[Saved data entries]
"""

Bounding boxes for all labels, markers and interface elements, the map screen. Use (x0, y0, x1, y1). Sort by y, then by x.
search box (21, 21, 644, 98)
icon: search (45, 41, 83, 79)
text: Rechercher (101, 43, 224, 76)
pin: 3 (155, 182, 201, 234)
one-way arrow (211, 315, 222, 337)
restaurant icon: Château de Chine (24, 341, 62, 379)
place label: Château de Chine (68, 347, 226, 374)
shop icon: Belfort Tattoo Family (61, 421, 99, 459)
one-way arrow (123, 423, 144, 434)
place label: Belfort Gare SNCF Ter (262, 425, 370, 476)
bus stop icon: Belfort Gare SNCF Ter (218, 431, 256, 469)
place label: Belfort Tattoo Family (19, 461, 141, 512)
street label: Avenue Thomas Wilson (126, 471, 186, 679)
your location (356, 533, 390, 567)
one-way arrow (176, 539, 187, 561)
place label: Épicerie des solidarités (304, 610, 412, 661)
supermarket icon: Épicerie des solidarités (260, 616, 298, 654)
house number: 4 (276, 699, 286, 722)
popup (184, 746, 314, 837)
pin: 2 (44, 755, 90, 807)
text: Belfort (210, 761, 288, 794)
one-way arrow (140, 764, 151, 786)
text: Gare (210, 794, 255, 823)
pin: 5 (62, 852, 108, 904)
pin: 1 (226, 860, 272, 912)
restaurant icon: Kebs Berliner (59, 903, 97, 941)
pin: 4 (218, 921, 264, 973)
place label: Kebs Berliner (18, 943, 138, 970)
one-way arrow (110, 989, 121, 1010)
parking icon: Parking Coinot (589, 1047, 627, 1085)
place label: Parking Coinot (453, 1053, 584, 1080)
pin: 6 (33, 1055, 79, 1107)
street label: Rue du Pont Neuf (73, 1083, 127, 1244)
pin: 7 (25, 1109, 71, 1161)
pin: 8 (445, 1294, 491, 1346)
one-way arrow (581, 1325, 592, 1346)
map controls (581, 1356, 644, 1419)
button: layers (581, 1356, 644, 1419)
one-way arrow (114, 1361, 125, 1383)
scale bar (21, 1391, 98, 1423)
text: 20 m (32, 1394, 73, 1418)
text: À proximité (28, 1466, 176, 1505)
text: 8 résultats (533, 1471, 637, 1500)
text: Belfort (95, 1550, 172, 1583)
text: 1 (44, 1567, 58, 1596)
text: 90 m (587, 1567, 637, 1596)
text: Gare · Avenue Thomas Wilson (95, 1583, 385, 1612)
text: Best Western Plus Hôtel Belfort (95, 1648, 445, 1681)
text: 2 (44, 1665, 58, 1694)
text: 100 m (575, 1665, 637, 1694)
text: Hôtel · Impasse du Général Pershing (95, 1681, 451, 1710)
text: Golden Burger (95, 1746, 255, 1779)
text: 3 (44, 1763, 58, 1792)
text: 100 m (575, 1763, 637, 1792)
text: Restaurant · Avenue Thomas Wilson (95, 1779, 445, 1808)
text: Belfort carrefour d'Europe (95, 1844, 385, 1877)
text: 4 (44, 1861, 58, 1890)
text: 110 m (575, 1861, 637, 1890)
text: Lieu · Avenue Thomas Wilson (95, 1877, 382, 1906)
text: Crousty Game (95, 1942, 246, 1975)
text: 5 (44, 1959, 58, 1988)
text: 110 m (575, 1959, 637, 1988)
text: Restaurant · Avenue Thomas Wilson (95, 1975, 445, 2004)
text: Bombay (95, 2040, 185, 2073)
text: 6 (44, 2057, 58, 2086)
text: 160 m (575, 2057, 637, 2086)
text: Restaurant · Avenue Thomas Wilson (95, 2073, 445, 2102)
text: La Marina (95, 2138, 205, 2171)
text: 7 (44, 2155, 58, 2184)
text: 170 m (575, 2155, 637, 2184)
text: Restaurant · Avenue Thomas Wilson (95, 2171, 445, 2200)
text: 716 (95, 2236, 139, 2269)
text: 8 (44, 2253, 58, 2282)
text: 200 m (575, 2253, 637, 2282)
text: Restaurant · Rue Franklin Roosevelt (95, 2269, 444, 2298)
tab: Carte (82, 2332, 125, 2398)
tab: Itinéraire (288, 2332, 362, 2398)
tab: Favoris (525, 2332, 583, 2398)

"""

▸ REQUIREMENT
Each line in the data that holds the string "Épicerie" needs to be copied.

▸ SOLUTION FOR THIS EXERCISE
place label: Épicerie des solidarités (304, 610, 412, 661)
supermarket icon: Épicerie des solidarités (260, 616, 298, 654)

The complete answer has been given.